From the first line of the entries below to the line with "Quick job: Give", give each line again exactly.

----

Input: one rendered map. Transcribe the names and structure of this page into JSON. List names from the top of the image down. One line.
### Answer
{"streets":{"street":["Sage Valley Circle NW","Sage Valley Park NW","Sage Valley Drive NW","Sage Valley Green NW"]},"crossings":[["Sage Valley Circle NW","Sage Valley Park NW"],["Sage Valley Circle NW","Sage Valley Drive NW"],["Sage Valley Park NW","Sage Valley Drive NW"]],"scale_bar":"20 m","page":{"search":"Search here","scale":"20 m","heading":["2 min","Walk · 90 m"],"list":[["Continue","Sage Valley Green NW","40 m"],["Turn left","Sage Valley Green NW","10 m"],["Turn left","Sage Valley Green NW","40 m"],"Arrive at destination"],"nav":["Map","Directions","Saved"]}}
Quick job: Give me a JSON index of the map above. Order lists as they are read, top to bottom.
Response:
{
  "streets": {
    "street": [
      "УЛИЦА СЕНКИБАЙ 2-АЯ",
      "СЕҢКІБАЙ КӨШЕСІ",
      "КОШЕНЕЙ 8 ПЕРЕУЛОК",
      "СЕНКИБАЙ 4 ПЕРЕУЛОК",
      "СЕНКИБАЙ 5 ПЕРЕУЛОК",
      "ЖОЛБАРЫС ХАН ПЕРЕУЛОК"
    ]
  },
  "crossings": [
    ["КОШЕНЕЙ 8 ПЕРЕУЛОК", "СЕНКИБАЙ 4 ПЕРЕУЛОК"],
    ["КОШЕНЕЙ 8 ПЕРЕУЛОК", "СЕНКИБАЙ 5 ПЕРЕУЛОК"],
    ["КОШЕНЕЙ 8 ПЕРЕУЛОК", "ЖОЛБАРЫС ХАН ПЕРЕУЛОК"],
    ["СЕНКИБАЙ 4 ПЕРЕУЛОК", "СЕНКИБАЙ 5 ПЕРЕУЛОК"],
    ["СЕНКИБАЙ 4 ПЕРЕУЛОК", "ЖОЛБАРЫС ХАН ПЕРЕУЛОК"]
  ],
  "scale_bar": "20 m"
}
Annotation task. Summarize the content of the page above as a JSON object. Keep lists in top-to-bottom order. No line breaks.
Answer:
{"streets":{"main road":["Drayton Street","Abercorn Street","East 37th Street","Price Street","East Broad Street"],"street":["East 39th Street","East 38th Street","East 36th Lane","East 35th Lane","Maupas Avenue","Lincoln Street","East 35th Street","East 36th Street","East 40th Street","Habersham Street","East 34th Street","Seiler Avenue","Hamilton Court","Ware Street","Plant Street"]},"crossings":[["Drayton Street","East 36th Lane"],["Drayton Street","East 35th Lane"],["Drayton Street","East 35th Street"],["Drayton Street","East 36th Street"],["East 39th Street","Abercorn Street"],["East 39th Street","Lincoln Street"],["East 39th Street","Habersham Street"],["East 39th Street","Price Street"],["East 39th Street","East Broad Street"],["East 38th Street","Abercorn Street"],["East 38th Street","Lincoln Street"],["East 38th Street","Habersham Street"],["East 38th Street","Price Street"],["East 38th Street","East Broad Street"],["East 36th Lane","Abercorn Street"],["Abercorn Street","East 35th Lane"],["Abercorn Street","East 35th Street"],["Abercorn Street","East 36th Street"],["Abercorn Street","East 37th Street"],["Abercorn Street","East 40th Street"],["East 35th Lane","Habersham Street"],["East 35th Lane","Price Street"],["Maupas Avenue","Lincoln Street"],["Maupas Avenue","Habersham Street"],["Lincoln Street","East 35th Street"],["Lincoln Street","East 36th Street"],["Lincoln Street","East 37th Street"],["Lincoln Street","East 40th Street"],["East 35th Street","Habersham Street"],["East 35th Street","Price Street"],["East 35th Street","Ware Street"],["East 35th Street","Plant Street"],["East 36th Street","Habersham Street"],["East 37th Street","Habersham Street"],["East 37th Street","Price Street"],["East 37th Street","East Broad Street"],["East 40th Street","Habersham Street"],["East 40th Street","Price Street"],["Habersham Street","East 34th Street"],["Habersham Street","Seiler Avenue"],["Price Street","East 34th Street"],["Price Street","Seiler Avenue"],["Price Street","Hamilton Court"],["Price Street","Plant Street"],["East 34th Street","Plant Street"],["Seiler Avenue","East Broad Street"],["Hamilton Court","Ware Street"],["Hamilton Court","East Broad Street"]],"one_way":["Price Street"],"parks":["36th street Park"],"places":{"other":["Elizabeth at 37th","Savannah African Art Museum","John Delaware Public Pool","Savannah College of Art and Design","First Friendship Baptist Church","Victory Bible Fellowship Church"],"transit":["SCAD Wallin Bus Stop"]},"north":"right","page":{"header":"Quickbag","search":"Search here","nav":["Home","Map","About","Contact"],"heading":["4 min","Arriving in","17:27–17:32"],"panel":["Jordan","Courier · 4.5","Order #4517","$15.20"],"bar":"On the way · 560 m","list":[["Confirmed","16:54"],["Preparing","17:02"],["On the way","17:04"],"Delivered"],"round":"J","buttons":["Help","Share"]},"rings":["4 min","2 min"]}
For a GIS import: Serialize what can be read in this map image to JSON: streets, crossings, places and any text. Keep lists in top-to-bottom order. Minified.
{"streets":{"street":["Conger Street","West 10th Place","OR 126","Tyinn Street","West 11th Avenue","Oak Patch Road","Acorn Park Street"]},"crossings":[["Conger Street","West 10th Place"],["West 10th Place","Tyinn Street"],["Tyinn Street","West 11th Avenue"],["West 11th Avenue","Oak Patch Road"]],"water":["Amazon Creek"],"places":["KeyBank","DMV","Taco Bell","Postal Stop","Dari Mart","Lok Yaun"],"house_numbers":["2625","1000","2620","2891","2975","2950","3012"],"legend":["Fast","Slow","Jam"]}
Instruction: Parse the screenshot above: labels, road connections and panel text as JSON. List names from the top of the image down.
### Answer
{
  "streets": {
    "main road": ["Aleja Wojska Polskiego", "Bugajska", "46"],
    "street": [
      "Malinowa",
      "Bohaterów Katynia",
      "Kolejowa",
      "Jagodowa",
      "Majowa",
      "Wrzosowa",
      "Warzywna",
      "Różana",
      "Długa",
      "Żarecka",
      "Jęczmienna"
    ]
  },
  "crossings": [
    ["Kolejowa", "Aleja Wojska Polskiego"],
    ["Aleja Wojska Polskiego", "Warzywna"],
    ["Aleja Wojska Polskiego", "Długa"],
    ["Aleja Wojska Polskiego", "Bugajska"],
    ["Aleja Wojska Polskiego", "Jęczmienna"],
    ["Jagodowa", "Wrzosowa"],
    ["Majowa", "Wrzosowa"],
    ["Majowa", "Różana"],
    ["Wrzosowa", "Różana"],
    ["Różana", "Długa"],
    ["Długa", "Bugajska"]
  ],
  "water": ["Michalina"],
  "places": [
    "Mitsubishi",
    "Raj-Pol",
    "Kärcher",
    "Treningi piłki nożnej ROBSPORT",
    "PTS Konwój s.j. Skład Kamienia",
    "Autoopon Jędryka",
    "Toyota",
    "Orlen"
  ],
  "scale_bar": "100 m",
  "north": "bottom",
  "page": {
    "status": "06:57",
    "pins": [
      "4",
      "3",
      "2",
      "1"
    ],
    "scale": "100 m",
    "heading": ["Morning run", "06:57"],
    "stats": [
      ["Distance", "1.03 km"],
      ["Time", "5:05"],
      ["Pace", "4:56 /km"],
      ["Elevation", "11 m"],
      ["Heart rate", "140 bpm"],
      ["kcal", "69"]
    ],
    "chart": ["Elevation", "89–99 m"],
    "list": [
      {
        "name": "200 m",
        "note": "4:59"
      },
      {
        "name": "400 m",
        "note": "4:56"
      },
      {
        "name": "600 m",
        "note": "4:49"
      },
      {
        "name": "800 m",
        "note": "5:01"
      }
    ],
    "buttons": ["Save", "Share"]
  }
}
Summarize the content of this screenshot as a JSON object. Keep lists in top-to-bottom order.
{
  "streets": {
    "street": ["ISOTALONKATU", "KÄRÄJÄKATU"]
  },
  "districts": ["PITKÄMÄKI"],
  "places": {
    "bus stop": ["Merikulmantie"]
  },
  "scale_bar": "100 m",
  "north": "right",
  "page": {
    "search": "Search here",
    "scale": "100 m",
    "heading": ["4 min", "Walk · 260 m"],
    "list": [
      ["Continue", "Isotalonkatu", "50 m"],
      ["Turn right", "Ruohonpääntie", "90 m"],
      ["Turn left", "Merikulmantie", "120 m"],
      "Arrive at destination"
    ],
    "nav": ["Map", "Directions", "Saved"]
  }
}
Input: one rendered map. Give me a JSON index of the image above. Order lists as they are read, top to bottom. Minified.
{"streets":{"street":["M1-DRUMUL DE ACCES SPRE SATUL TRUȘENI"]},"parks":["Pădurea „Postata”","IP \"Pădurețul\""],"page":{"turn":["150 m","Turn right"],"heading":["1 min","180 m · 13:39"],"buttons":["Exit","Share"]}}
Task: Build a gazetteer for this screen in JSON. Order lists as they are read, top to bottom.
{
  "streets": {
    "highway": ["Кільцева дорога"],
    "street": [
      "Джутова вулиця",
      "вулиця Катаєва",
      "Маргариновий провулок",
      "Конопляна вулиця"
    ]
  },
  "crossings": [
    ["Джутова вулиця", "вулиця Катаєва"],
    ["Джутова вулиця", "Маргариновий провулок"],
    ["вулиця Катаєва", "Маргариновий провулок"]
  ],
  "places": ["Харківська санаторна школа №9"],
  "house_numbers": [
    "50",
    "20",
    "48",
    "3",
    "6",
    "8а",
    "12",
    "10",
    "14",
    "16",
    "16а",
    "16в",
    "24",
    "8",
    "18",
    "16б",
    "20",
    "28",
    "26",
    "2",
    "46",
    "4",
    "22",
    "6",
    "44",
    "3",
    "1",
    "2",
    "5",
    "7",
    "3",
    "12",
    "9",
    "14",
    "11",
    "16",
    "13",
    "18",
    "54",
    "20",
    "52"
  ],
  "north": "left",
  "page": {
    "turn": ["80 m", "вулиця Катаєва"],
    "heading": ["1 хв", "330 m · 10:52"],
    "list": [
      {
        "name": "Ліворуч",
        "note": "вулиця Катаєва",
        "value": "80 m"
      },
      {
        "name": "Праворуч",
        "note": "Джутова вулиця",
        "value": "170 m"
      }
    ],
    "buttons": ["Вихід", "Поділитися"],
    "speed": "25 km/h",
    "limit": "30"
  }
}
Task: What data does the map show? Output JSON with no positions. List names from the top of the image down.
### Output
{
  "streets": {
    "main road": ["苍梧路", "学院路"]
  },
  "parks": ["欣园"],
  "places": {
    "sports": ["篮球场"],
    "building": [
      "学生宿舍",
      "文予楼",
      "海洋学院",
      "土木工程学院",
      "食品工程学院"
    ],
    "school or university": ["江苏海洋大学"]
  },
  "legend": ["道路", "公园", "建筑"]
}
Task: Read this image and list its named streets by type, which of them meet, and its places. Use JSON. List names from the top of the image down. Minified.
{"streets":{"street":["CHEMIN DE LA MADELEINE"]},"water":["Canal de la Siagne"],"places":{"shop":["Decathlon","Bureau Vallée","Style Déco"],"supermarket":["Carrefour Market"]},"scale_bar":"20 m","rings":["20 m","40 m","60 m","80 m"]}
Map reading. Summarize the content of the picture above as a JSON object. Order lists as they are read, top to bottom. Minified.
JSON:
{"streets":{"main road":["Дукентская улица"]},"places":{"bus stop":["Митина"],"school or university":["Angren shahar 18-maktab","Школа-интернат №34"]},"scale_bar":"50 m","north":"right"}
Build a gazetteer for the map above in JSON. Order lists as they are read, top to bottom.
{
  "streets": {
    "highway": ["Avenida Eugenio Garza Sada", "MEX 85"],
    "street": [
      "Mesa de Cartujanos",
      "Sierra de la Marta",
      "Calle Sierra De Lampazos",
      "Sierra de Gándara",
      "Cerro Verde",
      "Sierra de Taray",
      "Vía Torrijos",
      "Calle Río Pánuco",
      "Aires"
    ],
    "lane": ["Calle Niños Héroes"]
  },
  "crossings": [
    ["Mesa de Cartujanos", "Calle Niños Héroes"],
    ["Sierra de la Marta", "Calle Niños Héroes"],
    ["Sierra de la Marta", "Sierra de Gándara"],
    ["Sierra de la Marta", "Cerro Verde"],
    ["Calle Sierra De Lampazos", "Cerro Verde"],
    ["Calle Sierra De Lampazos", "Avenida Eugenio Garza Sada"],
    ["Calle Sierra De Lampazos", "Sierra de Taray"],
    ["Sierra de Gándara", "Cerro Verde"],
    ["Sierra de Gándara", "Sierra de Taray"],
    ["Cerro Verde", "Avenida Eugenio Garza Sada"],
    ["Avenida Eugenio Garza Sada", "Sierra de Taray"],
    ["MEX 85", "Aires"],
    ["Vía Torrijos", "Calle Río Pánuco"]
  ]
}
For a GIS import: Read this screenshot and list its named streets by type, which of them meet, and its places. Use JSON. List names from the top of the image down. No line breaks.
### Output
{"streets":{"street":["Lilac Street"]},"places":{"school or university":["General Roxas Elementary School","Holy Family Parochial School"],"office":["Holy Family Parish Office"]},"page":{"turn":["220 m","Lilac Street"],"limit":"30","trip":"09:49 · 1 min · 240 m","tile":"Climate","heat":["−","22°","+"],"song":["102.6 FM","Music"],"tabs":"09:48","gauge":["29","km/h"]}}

----

The answer
Input: one rendered map. Transcribe the names and structure of this page into JSON. List names from the top of the image down. One line.
### Answer
{"streets":{"street":["Sage Valley Circle NW","Sage Valley Park NW","Sage Valley Drive NW","Sage Valley Green NW"]},"crossings":[["Sage Valley Circle NW","Sage Valley Park NW"],["Sage Valley Circle NW","Sage Valley Drive NW"],["Sage Valley Park NW","Sage Valley Drive NW"]],"scale_bar":"20 m","page":{"search":"Search here","scale":"20 m","heading":["2 min","Walk · 90 m"],"list":[["Continue","Sage Valley Green NW","40 m"],["Turn left","Sage Valley Green NW","10 m"],["Turn left","Sage Valley Green NW","40 m"],"Arrive at destination"],"nav":["Map","Directions","Saved"]}}
Quick job: Give me a JSON index of the map above. Order lists as they are read, top to bottom.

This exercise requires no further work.